L’imputation systématique de ce « coefficient de solidarité » pourra néanmoins être évitée si le départ en retraite est reporté de 4 trimestres calendaires « au delà de la date à laquelle le salarié remplit les conditions normales de départ ».

Exemple : Pour reprendre mon exemple précédent, si le salarié cadre accepte de reporter son départ à 63 ans, aucun abattement ne lui sera appliqué sur ses retraites complémentaires.

Il est même prévu de mettre en place des « coefficients majorants » pour les salariés qui accepteraient de reporter au-delà leur date de départ. Ce « bonus » serait progressif et temporaire : il permettrait aux personnes concernées de majorer pendant un an leur pension de 10% (pour un report de 2 ans), 20% (pour un report de 3 ans) voir 30% (pour un report de 4 ans).

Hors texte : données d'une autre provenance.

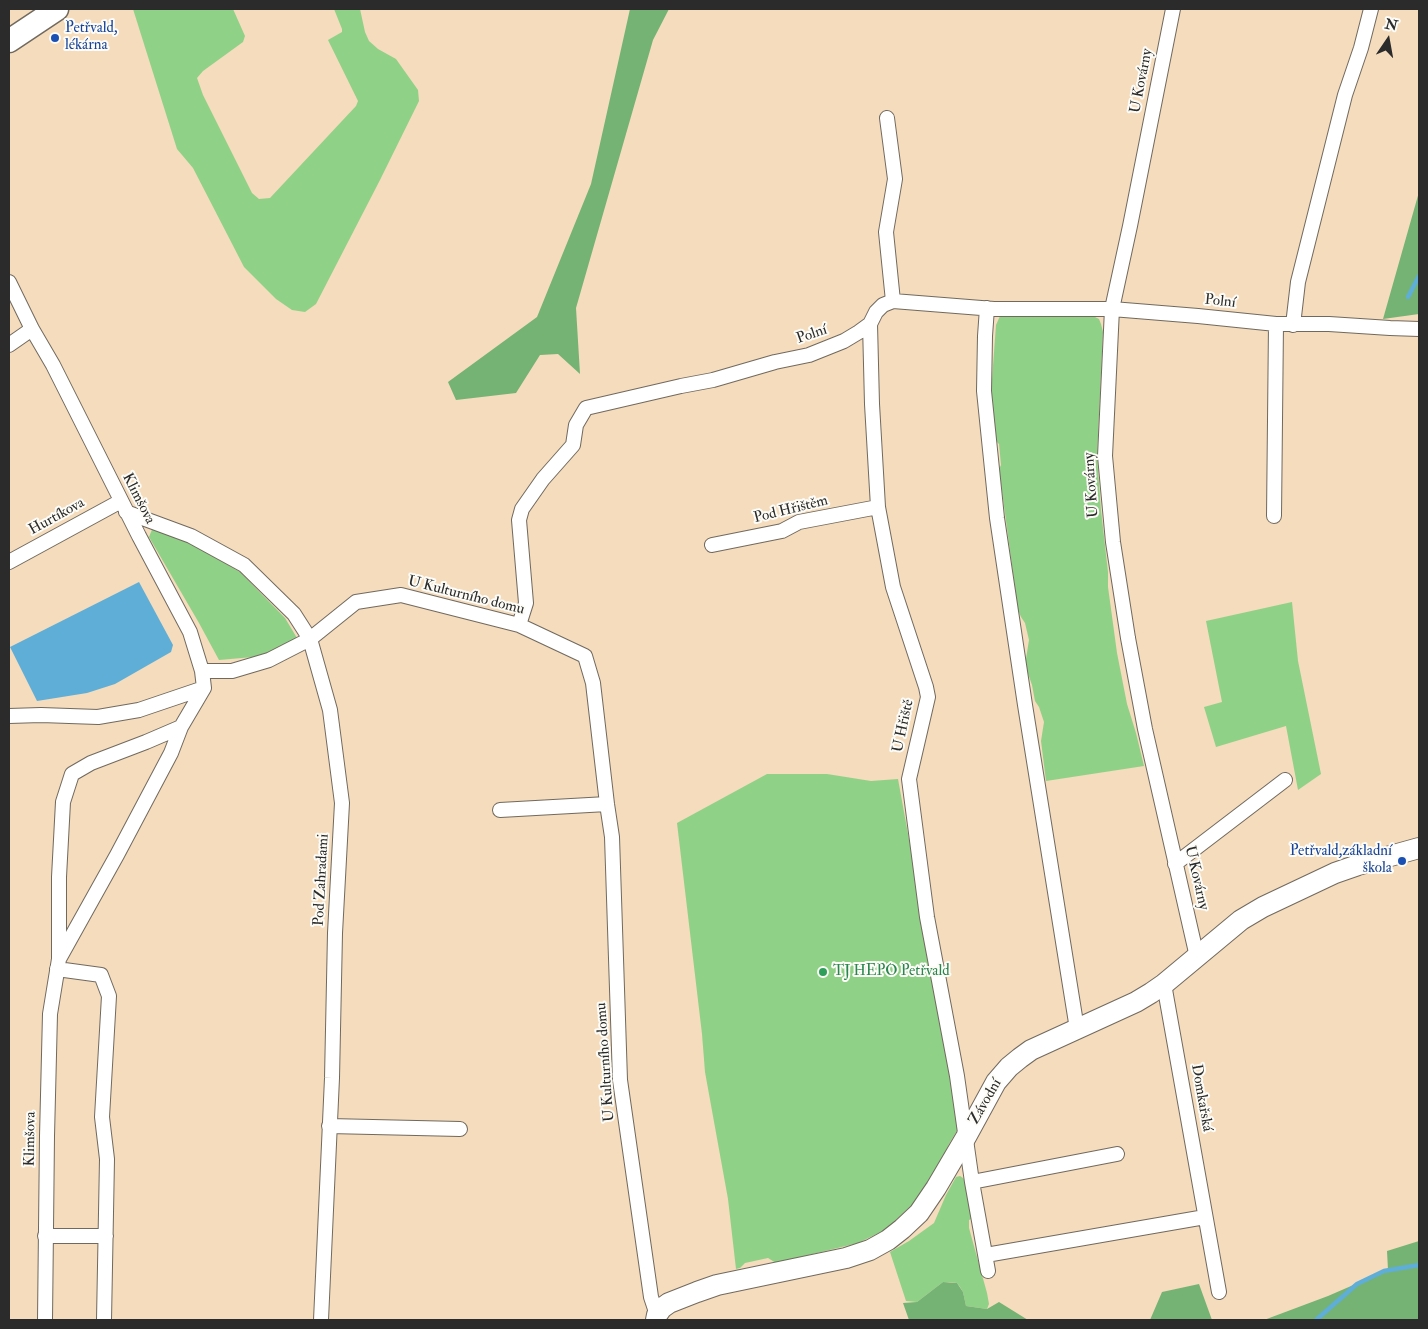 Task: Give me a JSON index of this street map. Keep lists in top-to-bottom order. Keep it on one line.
{"streets":{"street":["U Kovárny","Polní","Klimšova","Pod Hřištěm","Hurtíkova","U Kulturního domu","U Hřiště","Pod Zahradami","Domkařská","Závodní"]},"crossings":[["U Kovárny","Polní"],["U Kovárny","Závodní"],["Polní","U Kulturního domu"],["Polní","U Hřiště"],["Klimšova","Hurtíkova"],["Klimšova","U Kulturního domu"],["Klimšova","Pod Zahradami"],["Pod Hřištěm","U Hřiště"],["Hurtíkova","Pod Zahradami"],["U Kulturního domu","Pod Zahradami"],["U Kulturního domu","Závodní"],["U Hřiště","Závodní"],["Domkařská","Závodní"]],"places":["Petřvald, lékárna","Petřvald,základní škola","TJ HEPO Petřvald"],"north":"top"} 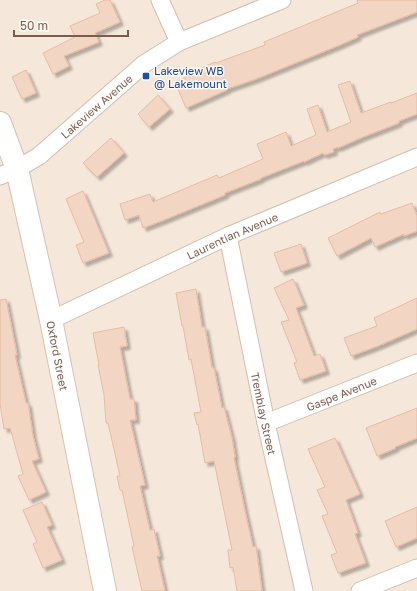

Les gains estimés pour de telles mesures n’apparaissent pas si significatifs : 0,5 milliards d’euros dès 2020, 0,8 milliards en 2030.

L’objectif est clair : reporter le plus possible la date de départ à la retraite des salariés du secteur privé. Cette mesure en annonce d’autres, notamment concernant le Régime général de sécurité sociale, qui pour l’instant maintient l’âge de départ sans abattement à 62 ans. Le législateur envisage déjà un allongement progressif de l’âge légal de 62 à 64 ans, peut être dès 2018 ?

En effet, la mise en place de ces coefficients dans les régimes ARRCO et AGIRC ouvre la porte à d’autres réformes d’ampleur… Pour rappel, la dernière réforme des retraites du 20 janvier 2014 a déjà augmenter le nombre de trimestres requis pour avoir une carrière complète : les générations nées en 1973 et après devront de toute manière réunir 43 annuités de cotisations aux régimes de retraite (172 trimestres) pour partir sans abattement sur leurs pensions. Une possibilité de départ en retraite dès 62 ans apparaît de plus en plus utopique…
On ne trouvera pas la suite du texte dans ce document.